What this task involves: Report how many lines of the material contain the string "evenodd". Add nothing beyond the number.

Data supplied:
————

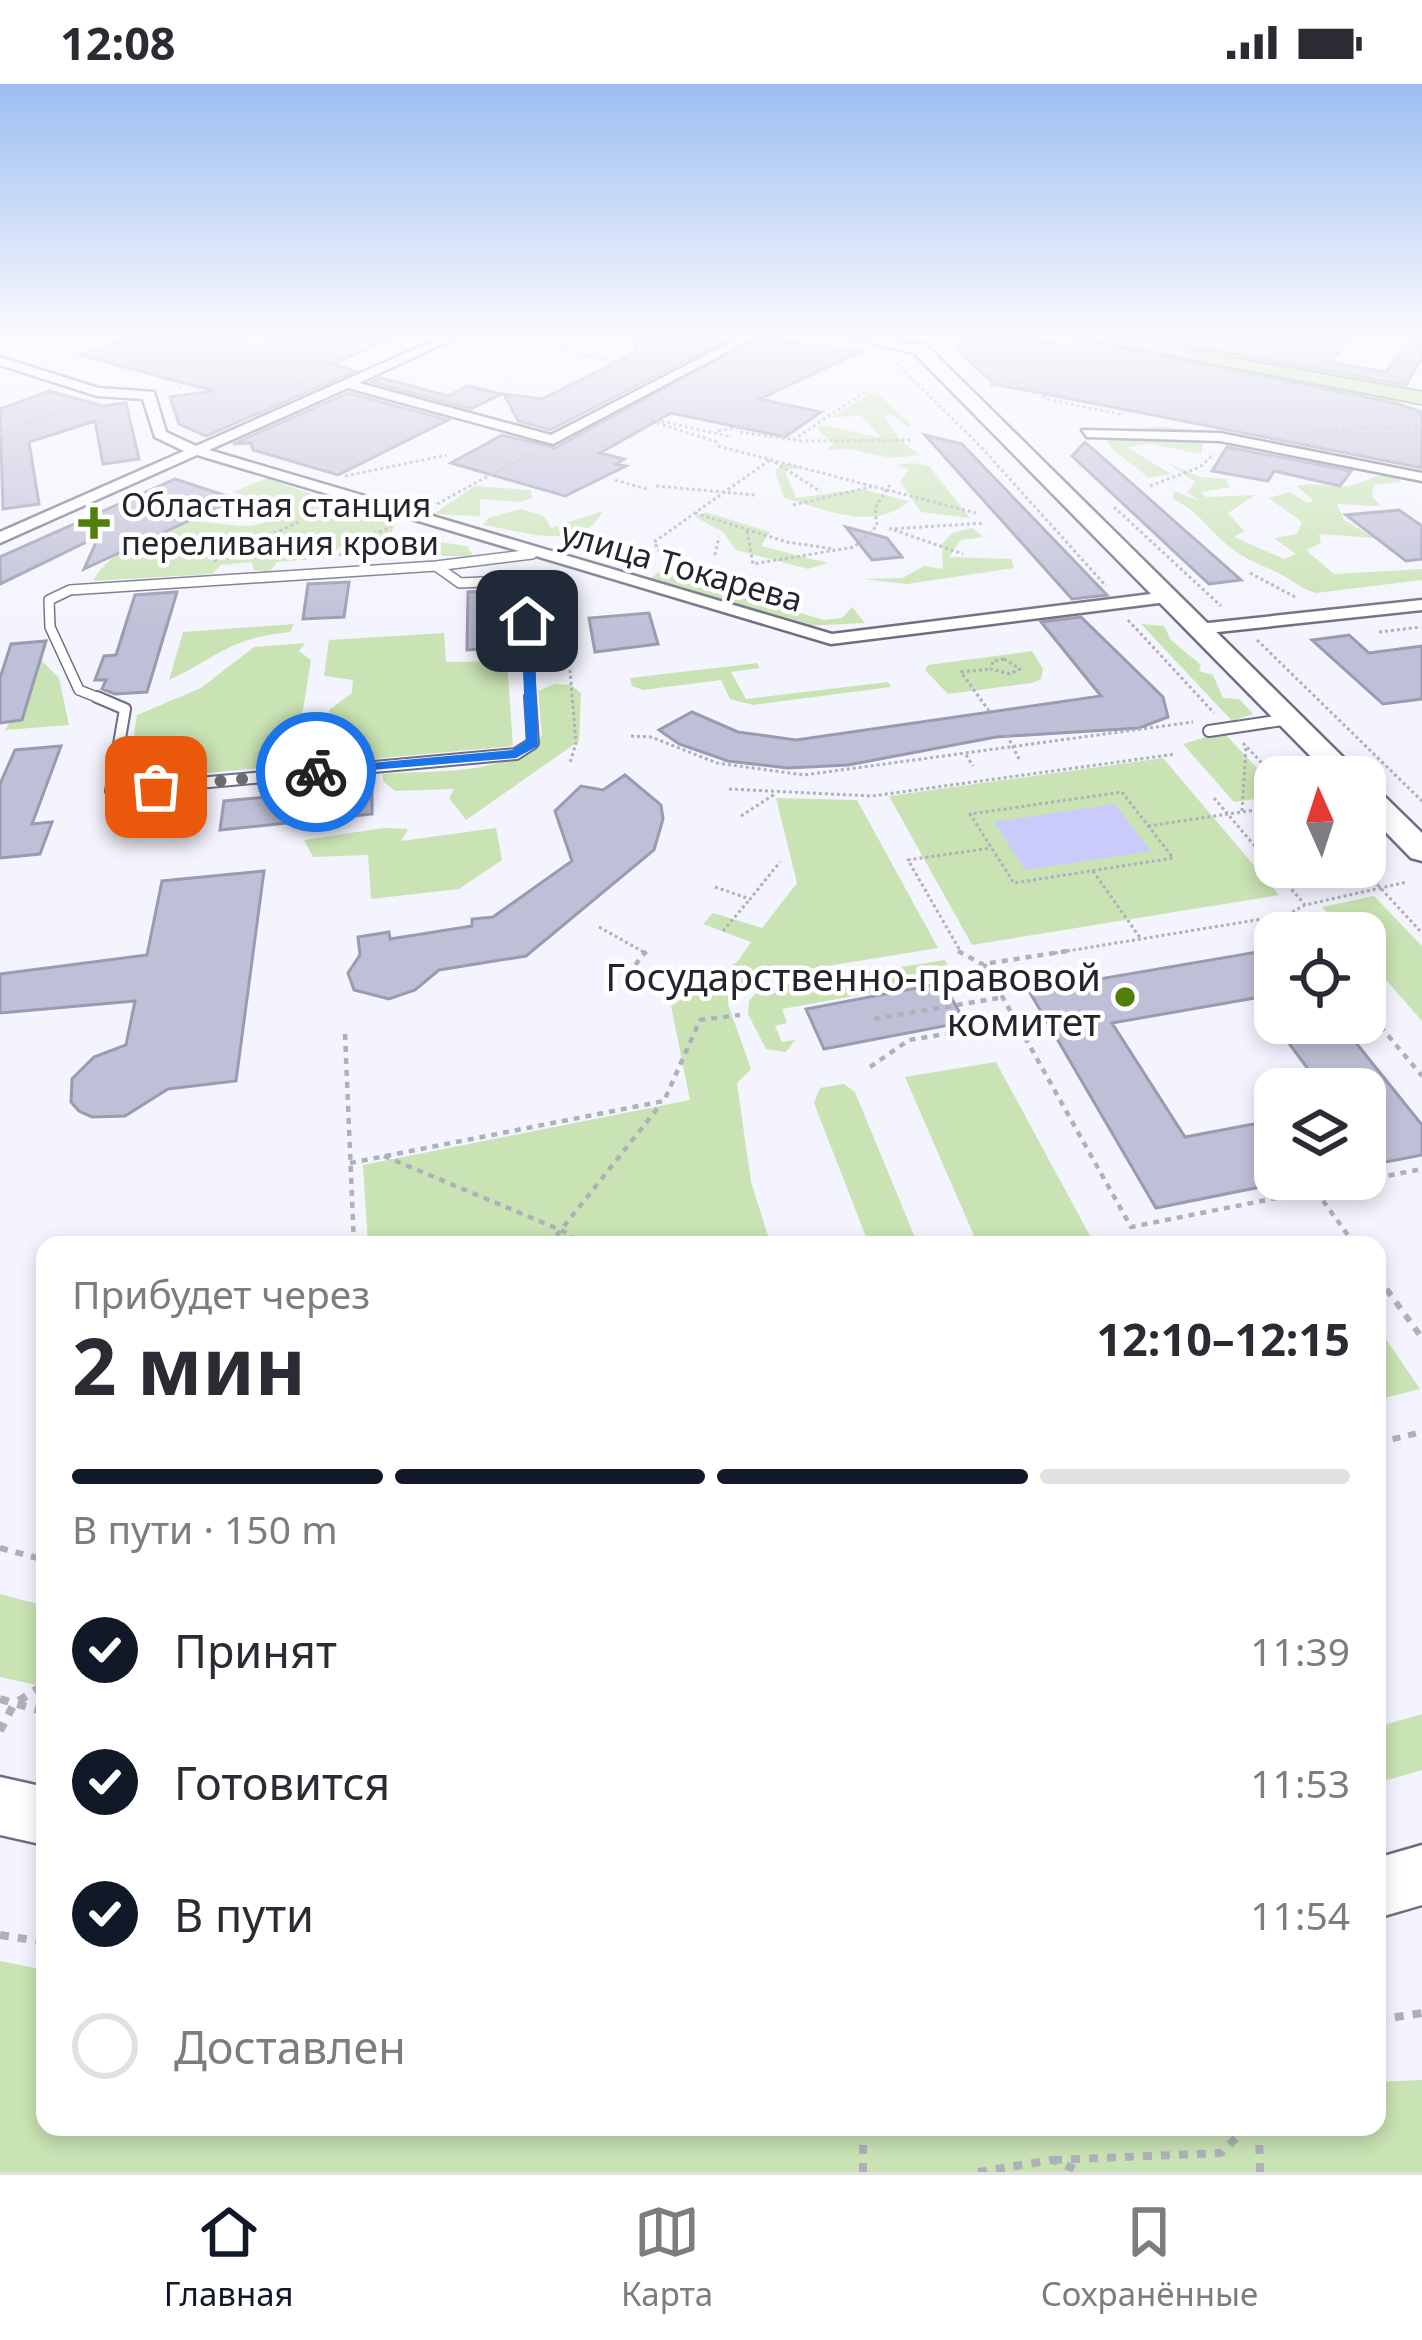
<!DOCTYPE html>
<html lang="ru">
<meta charset="utf-8">
<style>
body{margin:0;font-family:"Noto Sans",sans-serif;background:#f2f2f3;color:#2b2b33;height:100vh;display:flex;flex-direction:column;font-size:45px;white-space:nowrap}
*{box-sizing:border-box;margin:0}
p{font-size:39px;color:#7c7c81}
.icon{flex:none;width:66px;height:66px;fill:none;stroke:currentColor;stroke-width:2;stroke-linecap:round;stroke-linejoin:round}
.map{position:relative;flex:1;overflow:hidden}
.side{position:absolute;left:36px;top:1152px;width:1350px;height:900px;display:flex;flex-direction:column;background:#fff;border-radius:24px;box-shadow:0 6px 18px #0003}
.side>*{flex:none}
.needle{width:78px;rotate:357deg}
.controls{position:absolute;left:1254px;top:672px;display:grid;gap:24px}
.controls a{display:grid;place-items:center;width:132px;height:132px;border-radius:24px;background:#fff;box-shadow:0 6px 18px #0003;font-size:60px}
.pin{position:absolute;display:grid;place-items:center;width:102px;height:102px;color:#fff;margin:-51px;border-radius:24px;box-shadow:0 6px 18px #0006}
.courier{position:absolute;display:grid;place-items:center;width:120px;height:120px;margin:-60px;border:9px solid #1a73e8;border-radius:50%;background:#fff;color:#222;box-shadow:0 3px 15px #0007}
.head em{font-style:normal;font-weight:700}
.head div{display:flex;flex-direction:column-reverse}
.head{display:flex;align-items:center;justify-content:space-between;height:204px;padding:0 36px}
h1{font-size:78px;font-weight:700;line-height:90px}
.bar{display:grid;grid-template-columns:repeat(4,1fr);gap:18px 12px;align-content:center;height:144px;padding:0 36px}
.bar i{height:15px;border-radius:9px;background:#e1e1e2}
.bar .on{background:#111827}
.bar p{grid-column:span 4}
ol{padding:0 36px;list-style:none}
li{display:flex;align-items:center;gap:36px;height:132px}
li p{margin-inline-start:auto}
li .icon{padding:12px;border-radius:50%;background:#111827;color:#fff;stroke-width:4}
li:last-child{color:#7c7c81}
li i{width:66px;height:66px;border:6px solid #e1e1e2;border-radius:50%}
.status{display:flex;justify-content:space-between;align-items:center;height:84px;padding:0 60px;background:#fff;direction:ltr}
.status svg{height:33px;fill:currentColor}
.tabs{display:flex;justify-content:space-around;align-items:center;height:168px;border-top:3px solid #e1e1e2;background:#fff;font-size:33px;color:#7c7c81}
.tabs a{display:grid;justify-items:center;gap:6px}
.tabs .on{color:#111827}
.map>svg:first-child{display:block}
.green{fill:#c9e3b4}
.water{fill:#cacafb}
.building{fill:#bfbfd7;stroke:#9a9ab1;stroke-width:3}
.lines{fill:none;stroke-linecap:round;stroke-linejoin:round}
.service-far1-casing{stroke:#6e6e83;stroke-width:12}
.service-casing{stroke:#6e6e83;stroke-width:14}
.minor-casing{stroke:#6e6e83;stroke-width:5}
.secondary-casing{stroke:#6e6e83;stroke-width:5}
.primary-casing{stroke:#719254;stroke-width:4}
.path-far3{stroke:#b0b0b9;stroke-width:3;stroke-dasharray:3 3;stroke-linecap:butt}
.path-far2{stroke:#b0b0b9;stroke-width:4.5;stroke-dasharray:6 6;stroke-linecap:butt}
.path-far1{stroke:#b0b0b9;stroke-width:6;stroke-dasharray:8 8;stroke-linecap:butt}
.path{stroke:#b0b0b9;stroke-width:8;stroke-dasharray:9 9;stroke-linecap:butt}
.service-far1{stroke:#fff;stroke-width:9}
.service{stroke:#fff;stroke-width:10}
.minor{fill:#fff;fill-rule:evenodd}
.secondary{fill:#fff;fill-rule:evenodd}
.primary{fill:#c3e1a5;fill-rule:evenodd}
.route{fill:#1a73e8}
.done{stroke:#6d6d76;stroke-width:12;stroke-dasharray:0 21.6}
.poi-dot{fill:#507f0a;stroke:#fff;stroke-width:4.5}
.labels{text-anchor:middle;dominant-baseline:central;stroke-width:9;stroke-linejoin:round;paint-order:stroke}
.far-poi-label{font-size:33px;fill:#24242d;stroke:#fff;text-anchor:start}
.far-street-label{font-size:33px;fill:#24242d;stroke:#fff}
.poi-label{font-size:39px;fill:#24242d;stroke:#fff;text-anchor:end}
</style>
<div class="status"><b>12:08</b><svg viewBox="0 0 49 12"><path d="M0 12V9h3v3zM5 12V6h3v6zM10 12V3h3v9zM15 12V0h3v12zM26 1h20v11H26zM47 4h2v5h-2z"/></svg></div>
<div class="map">
<svg width="1422" height="2088" viewBox="0 0 1422 2088">
<rect width="100%" height="100%" fill="#f4f4fe"/>
<path class="green" d="M875,307L911,340L909,344L892,331H883L899,355L920,371L891,374L849,365L825,366L834,360L817,345L822,341L881,354L860,331L830,334Z
M1159,342L1205,348L1201,370L1150,360L1127,363L1171,390L1149,394L1111,364L1103,350Z
M782,379L806,384L784,385L796,414L861,405L909,417C873,448 828,426 784,414L775,388Z
M913,379L929,382L970,434L921,428L900,397L909,386L897,381Z
M1168,379L1200,393L1226,395L1230,403L1201,408L1206,413L1255,411L1228,429L1244,447L1234,453L1284,475L1296,470L1274,454L1297,450L1302,438L1269,414L1290,408L1307,419L1314,417L1297,402C1314,396 1330,405 1347,402C1372,398 1374,387 1404,390L1399,398L1374,401L1372,412L1381,422L1337,420L1344,436L1375,454L1319,450L1321,459L1306,466L1334,490L1422,485V496L1316,509C1301,505 1296,498 1282,491C1261,480 1242,475 1224,458C1204,440 1196,426 1173,415L1174,407L1200,417L1187,408L1195,398Z
M268,394L324,415L313,435L346,424L396,439L390,451L467,462L474,473L377,469L346,458L327,474L277,478L270,488L254,486L252,478L221,481L212,490L93,497C106,471 155,441 185,438C222,434 256,456 284,425L233,408Z
M474,402L531,406L532,414L520,418L480,415V432L434,430Z
M521,425L544,432L551,444L603,427C581,470 519,446 483,441L488,434Z
M706,428L770,448L761,462L828,479L808,485L736,466L723,448L695,433Z
M972,444L983,453L961,456L949,473L1011,475L1014,484L907,500L864,495L902,494L924,482L943,485L942,460L952,449Z
M659,488L824,536L842,534L852,523L865,539L803,542L650,495Z
M294,540L290,548C229,554 220,572 169,596L183,548Z
M1141,540L1164,542L1171,556L1201,581L1199,587L1213,591L1223,614L1239,615L1253,630L1232,637Z
M444,549L446,578L507,577L513,662L327,679L329,626L352,609L353,596L324,592L329,556Z
M305,559L299,567L311,576L294,681L127,696L137,631L201,604L254,563Z
M1032,567L1043,585L1041,595L1032,599L948,610L925,586L928,581Z
M41,576L59,594L69,641L5,646L10,638L22,636Z
M757,579L760,584L731,588L746,615L888,598L891,603L753,621L730,615L721,596L643,606L632,602L630,594Z
M555,600L571,601L581,609L579,657L466,736L449,714L454,705L395,707L383,697V690C429,686 514,693 542,651L538,607Z
M1223,648L1275,703V712L1234,718L1183,660Z
M1163,674L1279,811L972,861L889,712Z
M776,714L857,716L938,864L752,894L728,920L751,985L737,999L751,1098L771,1161H368L363,1081L690,1016L671,922L738,877L751,858L703,840L713,829L762,844L797,799Z
M384,744L408,745L401,757L496,744L502,776L459,805L371,815L368,771L313,773L304,756Z
M1374,812L1422,862V937L1365,872V849H1345L1322,823Z
M945,876L954,894L782,925L787,939L775,942L782,958L795,956L786,968L766,965L748,930L749,917L760,905Z
M996,978L1095,1161H978L905,993Z
M844,1000L855,1008L918,1161H869L814,1019L820,1004Z
M1377,1242L1420,1305L1377,1316Z
M0,1510L45,1522V1603L0,1593Z
M1422,1630V1686L1377,1699V1643Z
M0,1877L45,1886V2043H1377V1998L1422,1996V2088H0Z"/>
<path class="water" d="M1115,720L1151,767L1025,786L994,738Z"/>
<path class="building" d="M131,253H249L251,263L277,253H395L332,280L355,287L206,352L179,340L170,313L214,307L80,271Z
M637,253H732L550,346L518,337L504,310L542,315L635,269Z
M759,253L859,268L760,315L821,328L785,353L671,329L600,369L624,375L616,380L626,382L565,412L451,379L502,351L555,364Z
M972,253H1018L1070,262L1072,253L1395,319L1422,328V384L994,300L955,264Z
M1138,253H1353L1330,278L1386,288L1410,253H1422V274L1406,301Z
M381,294L448,312L468,302L502,310L471,325L372,298Z
M49,307L103,322L126,319L139,375L103,380L95,337L29,358L39,420L3,425L0,325Z
M348,309L448,336L338,391L253,366L251,359L233,360Z
M925,351L962,360L1107,511L1072,515Z
M1085,358L1172,435L1241,496L1209,500L1072,372Z
M1227,363L1351,387L1340,402L1274,387L1268,397L1212,387Z
M175,395L236,415L84,485L99,452L0,500V473Z
M1399,426L1422,442V475L1406,477L1346,431Z
M846,443L887,454L902,473L872,476Z
M349,498L344,533L303,535L308,500Z
M511,506L514,563L467,566L468,508Z
M177,508L147,608L115,610L102,605L106,596H95L104,572L116,571L135,511Z
M649,529L658,560L595,568L589,534Z
M1081,533L1163,613L1168,633L1139,644L996,653L848,681L788,684L728,677L679,660L659,646L692,628L738,648L796,656L1101,612L1041,538Z
M1349,551L1369,569L1422,562V615L1383,620L1312,556Z
M46,557L22,636L0,639V594L11,560Z
M61,662L32,740L52,738L40,770L0,774V700L15,666Z
M625,691L661,721L663,735L654,766L526,872L439,886L415,906L389,915L354,906L348,889L360,871L358,853L389,848L390,855L472,842V835L493,833L572,777L555,727L581,702L603,706Z
M372,703V730L220,746L224,717Z
M264,787L236,997L168,1005L125,1032L92,1033L79,1027L71,1018L72,995L94,973L126,961L135,917L0,929V890L147,871L162,797Z
M1275,865V939H1340L1422,1041V1071L1365,1082V1005H1323L1255,914L1112,939L1185,1053L1275,1036V1100L1156,1124L1029,907Z
M943,899L965,938L824,965L806,925Z"/>
<g class="lines">
<defs>
<path id="service-far1" d="M436,482L460,499L524,496L531,616
M436,482L532,470
M104,616L79,606L50,543L49,516L70,506L436,482"/>
<path id="service" d="M97,613L125,625L111,707L516,670L533,659L530,613
M1209,647L1289,635"/>
<path id="minor" d="M442,253H457L359,299L551,351L741,253H755L553,360L348,304L209,366L832,550L1167,508L1175,513L1167,518L831,560L197,371L0,459V448L184,367L155,353L143,315L97,312L0,281V273L98,304L154,308L166,348L196,362Z
M1082,346L1220,349L1422,389V397L1220,357L1087,353Z
M1422,516V526L1199,550L1190,545L1199,540Z"/>
<path id="secondary" d="M847,253L926,261L1363,693H1331L914,269Z
M1365,701L1376,704L1422,749V777L1411,774L1365,727Z
M0,1693L45,1703V1761L0,1751Z
M1422,1761V1821L1377,1834V1774Z"/>
<path id="primary" d="M1076,253H1114L1422,308V320Z"/>
</defs>
<use href="#service-far1" class="service-far1-casing"/>
<use href="#service" class="service-casing"/>
<use href="#minor" class="minor-casing"/>
<use href="#secondary" class="secondary-casing"/>
<use href="#primary" class="primary-casing"/>
<path class="path-far3" d="M502,253H528
M613,253H628
M799,253L834,260
M1026,253L1062,260
M97,255L152,260L173,253
M163,256L178,261
M519,256L628,281
M1305,265L1314,255
M950,266L967,253
M655,267L657,253
M96,268L132,278
M1020,270L1027,264L1060,270
M896,279L981,363L1106,502
M276,286L274,293L303,299
M161,293V287L189,289
M990,301L1031,298
M1028,301L1047,315L1124,331
M179,302L184,306
M638,332L732,353
M657,339L720,359
M718,347L750,341
M1312,347L1422,342
M740,348L802,357L911,356
M0,349L56,330
M793,356L867,306
M718,362L976,429
M775,378L821,408
M345,392L447,371
M615,396L650,406
M656,402L755,411
M1150,402L1200,383L1214,370
M437,420L532,368
M793,421L875,402
M1114,423L1221,522
M695,429L787,458L834,465
M889,445L985,439
M894,446L963,470
M747,447L753,480L854,463L877,442L875,424L891,399
M660,468L654,458L771,375
M715,471L719,453
M340,472L343,464L391,443
M233,474L305,469
M214,477L301,437
M1250,489L1297,514
M1128,536L1214,629
M1379,548L1421,543
M1257,556L1422,717
M1004,575L1020,585L1010,590L991,585L993,577Z
M570,586L576,659L570,679
M989,627L961,588L991,585
M1007,651L1019,675
M631,652L651,653L717,679L804,691L1193,638
M1243,659L1275,693
M966,671L973,682
M729,705L872,712L1176,670
M1122,708L1173,774L1014,799L970,730Z
M1214,714L1305,821
M1242,727L1246,663
M741,732L775,710
M1148,742L1275,723
M1361,783L1422,849
M1093,787L1141,855
M715,803L750,815L780,778
M1287,831L1305,821L1407,798
M599,843L647,870
M723,847L750,815
M962,870L908,776L991,764
M1049,870L1287,831L1302,849"/>
<path class="path-far2" d="M958,867L982,880
M1067,867L984,880L1131,1143L1422,1085
M637,891L633,884L646,867
M1365,924L1422,992
M874,935L998,914
M345,950L354,1161
M870,983L909,956L1016,938
M384,1072L563,1147L583,1161
M350,1079L664,1017L700,936L740,931
M1316,1107L1355,1161
M549,1161L661,1020"/>
<path class="path-far1" d="M1377,1192L1422,1254
M1377,1359L1422,1348
M0,1464L45,1476"/>
<path class="path" d="M0,1615L45,1628
M0,1647L14,1620L45,1600
M0,1851L45,1858
M1377,1936L1422,1929
M863,2043V2088
M1259,2043L1260,2088
M1053,2076L1221,2069L1247,2043
M978,2088L1053,2076L1082,2088"/>
<use href="#service-far1" class="service-far1"/>
<use href="#service" class="service"/>
<use href="#minor" class="minor"/>
<use href="#secondary" class="secondary"/>
<use href="#primary" class="primary"/>
</g>
<linearGradient id="sky" x2="0" y2="1"><stop stop-color="#9cbdf0"/><stop offset="0.46" stop-color="#fafaff"/><stop offset="1" stop-color="#fafaff" stop-opacity="0"/></linearGradient>
<rect width="1422" height="545" fill="url(#sky)"/>
<path class="route" d="M527,534L534,537L538,662L516,674L311,691L316,684L512,666L526,657L521,537Z"/>
<g class="lines">
<path class="done" d="M156,703L316,688"/>
</g>
<g class="poi-dot">
<path d="M88 421h12v12h12v12h-12v12h-12v-12h-12v-12h12z"/>
<circle cx="1125" cy="913" r="12"/>
</g>
<g class="labels">
<g class="far-poi-label">
<text x="121" y="420">Областная станция<tspan x="121" dy="38">переливания крови</tspan></text>
</g>
<g class="far-street-label">
<text transform="translate(682 482) rotate(16)">улица Токарева</text>
</g>
<g class="poi-label">
<text x="1101" y="891">Государственно-правовой<tspan x="1101" dy="45">комитет</tspan></text>
</g>
</g>
</svg>
<div class="controls">
<a><svg class="needle" viewBox="-14 -14 28 28"><path d="M0-13l5 13h-10z" fill="#e53935"/><path d="M0 13l5-13h-10z" fill="#7c7c81"/></svg></a>
<a><svg class="icon" aria-label="locate" viewBox="0 0 24 24"><circle cx="12" cy="12" r="6"/><path d="M12 2v4M12 18v4M2 12h4M18 12h4"/></svg></a>
<a><svg class="icon" aria-label="layers" viewBox="0 0 24 24"><path d="M12 4l9 5-9 5-9-5zM3 14l9 5 9-5"/></svg></a>
</div>
<div class="pin" style="left:156px;top:703px;background:#ea580c"><svg class="icon" aria-label="bag" viewBox="0 0 24 24"><path d="M5 8h14l-1 12H6zM9 8a3 3 0 0 1 6 0"/></svg></div>
<div class="pin" style="left:527px;top:537px;background:#1f2937"><svg class="icon" aria-label="home" viewBox="0 0 24 24"><path d="M3 11l9-7 9 7M6 9v11h12V9"/></svg></div>
<div class="courier" style="left:316px;top:688px"><svg class="icon" aria-label="bike" viewBox="0 0 24 24"><circle cx="6" cy="16" r="4"/><circle cx="18" cy="16" r="4"/><path d="M6 16l4-8h5l3 8M10 8l3 8H6M13 5h3"/></svg></div>
<section class="side">
<div class="head"><div><h1>2 мин</h1><p>Прибудет через</p></div><em>12:10–12:15</em></div>
<div class="bar"><i class="on"></i><i class="on"></i><i class="on"></i><i></i><p>В пути · 150 m</p></div>
<ol>
<li><svg class="icon" aria-label="check" viewBox="0 0 24 24"><path d="M5 12l5 5 9-10"/></svg>Принят<p>11:39</p></li>
<li><svg class="icon" aria-label="check" viewBox="0 0 24 24"><path d="M5 12l5 5 9-10"/></svg>Готовится<p>11:53</p></li>
<li><svg class="icon" aria-label="check" viewBox="0 0 24 24"><path d="M5 12l5 5 9-10"/></svg>В пути<p>11:54</p></li>
<li><i></i>Доставлен</li>
</ol>
</section>
</div>
<nav class="tabs">
<a class="on"><svg class="icon" aria-label="home" viewBox="0 0 24 24"><path d="M3 11l9-7 9 7M6 9v11h12V9"/></svg>Главная</a>
<a><svg class="icon" aria-label="map" viewBox="0 0 24 24"><path d="M3 6l6-2 6 2 6-2v14l-6 2-6-2-6 2zM9 4v14M15 6v14"/></svg>Карта</a>
<a><svg class="icon" aria-label="saved" viewBox="0 0 24 24"><path d="M7 4h10v16l-5-4-5 4z"/></svg>Сохранённые</a>
</nav>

————

Expected output: 3